» WHAT IS EXPECTED: Return the whole listing exactly as it stands.

BEGIN SUPPLIED MATERIAL

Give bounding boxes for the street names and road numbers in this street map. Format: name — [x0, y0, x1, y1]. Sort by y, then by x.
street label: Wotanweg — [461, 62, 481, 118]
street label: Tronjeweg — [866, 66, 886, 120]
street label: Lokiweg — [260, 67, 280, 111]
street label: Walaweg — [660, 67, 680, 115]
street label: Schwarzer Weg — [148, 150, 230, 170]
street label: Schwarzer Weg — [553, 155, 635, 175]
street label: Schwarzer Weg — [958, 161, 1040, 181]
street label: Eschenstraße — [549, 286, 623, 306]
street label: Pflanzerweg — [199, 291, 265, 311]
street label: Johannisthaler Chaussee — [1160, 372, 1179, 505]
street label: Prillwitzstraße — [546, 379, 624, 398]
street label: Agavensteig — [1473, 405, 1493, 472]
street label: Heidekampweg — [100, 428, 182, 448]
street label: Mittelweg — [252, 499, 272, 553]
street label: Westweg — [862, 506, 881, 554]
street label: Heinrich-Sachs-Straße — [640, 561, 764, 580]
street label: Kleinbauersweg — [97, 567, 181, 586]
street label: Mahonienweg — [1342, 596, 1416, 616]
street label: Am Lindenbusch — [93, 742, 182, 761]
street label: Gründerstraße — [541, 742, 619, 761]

END SUPPLIED MATERIAL

» EXERCISE SOLUTION:
Give bounding boxes for the street names and road numbers in this street map. Format: name — [x0, y0, x1, y1]. Sort by y, then by x.
street label: Wotanweg — [461, 62, 481, 118]
street label: Tronjeweg — [866, 66, 886, 120]
street label: Lokiweg — [260, 67, 280, 111]
street label: Walaweg — [660, 67, 680, 115]
street label: Schwarzer Weg — [148, 150, 230, 170]
street label: Schwarzer Weg — [553, 155, 635, 175]
street label: Schwarzer Weg — [958, 161, 1040, 181]
street label: Eschenstraße — [549, 286, 623, 306]
street label: Pflanzerweg — [199, 291, 265, 311]
street label: Johannisthaler Chaussee — [1160, 372, 1179, 505]
street label: Prillwitzstraße — [546, 379, 624, 398]
street label: Agavensteig — [1473, 405, 1493, 472]
street label: Heidekampweg — [100, 428, 182, 448]
street label: Mittelweg — [252, 499, 272, 553]
street label: Westweg — [862, 506, 881, 554]
street label: Heinrich-Sachs-Straße — [640, 561, 764, 580]
street label: Kleinbauersweg — [97, 567, 181, 586]
street label: Mahonienweg — [1342, 596, 1416, 616]
street label: Am Lindenbusch — [93, 742, 182, 761]
street label: Gründerstraße — [541, 742, 619, 761]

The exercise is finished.